IN MEMORIAM - Prof. Avi Minsky
Prof. Avi Minsky’s career was marked by significant contributions to our understanding of DNA organization and cellular survival mechanisms
Briefs
Longtime Weizmann faculty member and accomplished virologist Prof. Abraham (Avi) Minsky passed away in January 2024 at the age of 72.
Born in Haifa in 1952, he earned his MSc and PhD in chemistry from the Hebrew University of Jerusalem, where his doctoral supervisor was the late Prof. Mordecai Rabinovitz. After completing his PhD in 1984, he spent three years at Harvard University for a postdoctoral fellowship. Prof. Minsky, an enthusiastic participant in scientific conferences and events, was an avid traveler, who always held Boston as one of his favorite cities.
Prof. Minsky returned to Israel in 1987 and joined the Weizmann Institute as a principal investigator. Starting in the early 1990s, when electron microscopy was in its infancy, he embraced this emerging technology, using high-resolution electron microscopy and electron tomography to explore cellular adaptations to harsh environmental conditions, starvation, and oxidative stress. His revolutionary discovery of a bacterium with uniquely organized ring-like DNA, which conferred exceptional resistance to radiation, has been particularly influential. This finding provided profound insights into cellular defense mechanisms and has implications for improving organismal resilience in extreme environments.
Prof. Minsky’s innovative work earned him membership in the esteemed European Molecular Biology Organization (EMBO) in 2005. He also played a pivotal role in establishing the Irving and Cherna Moskowitz Center for Nano and Bio-Imaging at the Weizmann Institute in late 2006. Under his leadership, the Moskowitz Center became a hub for advanced microscopy research, supporting projects from dozens of research groups at the Institute. The Center’s integration of ultrahigh-resolution light microscopy and electron microscopy has facilitated impactful studies in fields from nanotechnology to marine biology.
Later in his career, Prof. Minsky studied giant DNA viruses, revealing structural details about their infection cycles, and contributing significantly to the understanding of viral biology. His work on the mimivirus—a genus of giant viruses hosted by amoebae—was referenced in This Book Will Blow Your Mind, a popular book on major scientific breakthroughs published by New Scientist magazine in 2018.

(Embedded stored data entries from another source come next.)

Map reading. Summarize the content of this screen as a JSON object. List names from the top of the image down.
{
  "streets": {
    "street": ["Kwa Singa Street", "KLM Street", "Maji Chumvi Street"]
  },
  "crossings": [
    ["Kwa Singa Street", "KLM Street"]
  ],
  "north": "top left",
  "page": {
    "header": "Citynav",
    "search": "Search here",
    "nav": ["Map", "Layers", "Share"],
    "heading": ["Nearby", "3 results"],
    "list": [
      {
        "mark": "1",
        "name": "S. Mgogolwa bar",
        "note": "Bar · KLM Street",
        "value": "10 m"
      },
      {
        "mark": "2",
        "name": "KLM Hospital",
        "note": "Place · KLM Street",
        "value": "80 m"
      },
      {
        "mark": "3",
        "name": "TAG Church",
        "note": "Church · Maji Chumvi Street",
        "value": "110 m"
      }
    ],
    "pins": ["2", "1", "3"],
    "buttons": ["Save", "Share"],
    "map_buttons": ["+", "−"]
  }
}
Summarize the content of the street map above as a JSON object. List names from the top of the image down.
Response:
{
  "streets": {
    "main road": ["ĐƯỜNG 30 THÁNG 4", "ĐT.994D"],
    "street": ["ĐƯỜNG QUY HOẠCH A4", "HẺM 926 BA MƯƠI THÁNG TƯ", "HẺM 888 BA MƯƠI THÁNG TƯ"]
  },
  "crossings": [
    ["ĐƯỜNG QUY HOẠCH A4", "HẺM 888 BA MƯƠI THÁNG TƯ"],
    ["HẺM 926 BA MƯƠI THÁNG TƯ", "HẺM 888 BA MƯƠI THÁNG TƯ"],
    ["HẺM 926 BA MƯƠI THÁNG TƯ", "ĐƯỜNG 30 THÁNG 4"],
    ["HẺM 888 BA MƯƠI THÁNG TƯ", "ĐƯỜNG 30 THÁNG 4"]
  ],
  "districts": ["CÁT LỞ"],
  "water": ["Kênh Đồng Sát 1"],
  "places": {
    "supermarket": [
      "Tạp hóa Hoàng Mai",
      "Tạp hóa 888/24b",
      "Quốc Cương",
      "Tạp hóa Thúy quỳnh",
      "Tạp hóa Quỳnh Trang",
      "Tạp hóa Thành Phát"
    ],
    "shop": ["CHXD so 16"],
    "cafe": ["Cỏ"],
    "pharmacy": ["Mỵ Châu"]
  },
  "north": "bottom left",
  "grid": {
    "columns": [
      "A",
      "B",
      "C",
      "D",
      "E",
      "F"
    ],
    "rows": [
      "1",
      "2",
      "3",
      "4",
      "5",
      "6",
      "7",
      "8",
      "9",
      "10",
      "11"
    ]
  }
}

From 2011-2017, he served as Head of the Department of Structural Biology (now the Department of Chemical and Structural Biology). In 2022, he was honored with the title Professor Emeritus.
Beyond his scientific achievements, Prof. Minsky was known for his deep appreciation of music, especially classical pieces and French chansons. Living on campus, he maintained a beautiful cactus garden, which he greatly enjoyed tending.
Dr. Smadar Zaidman from the Department of Chemical Research Support, who spent nearly 10 years in the Minsky lab as an MSc and PhD student and remained a close friend until his death, describes Prof. Minsky as an extraordinarily articulate, emotive, and gifted lecturer and a warm and caring mentor. She fondly remembers him supervising his students with great dedication, always involved, passionate, and painstaking about every aspect of research, down to the tiniest details about how a study was planned, performed, and reported.
Fond of children and animals, Prof. Minsky never had a family of his own. “All of us students were like his children,” Dr. Zaidman says.
Prof. Minsky’s legacy lives on through the scientists he mentored and the profound insights he contributed to the scientific community. His enduring passion for science remains a source of inspiration and pride for all who knew him.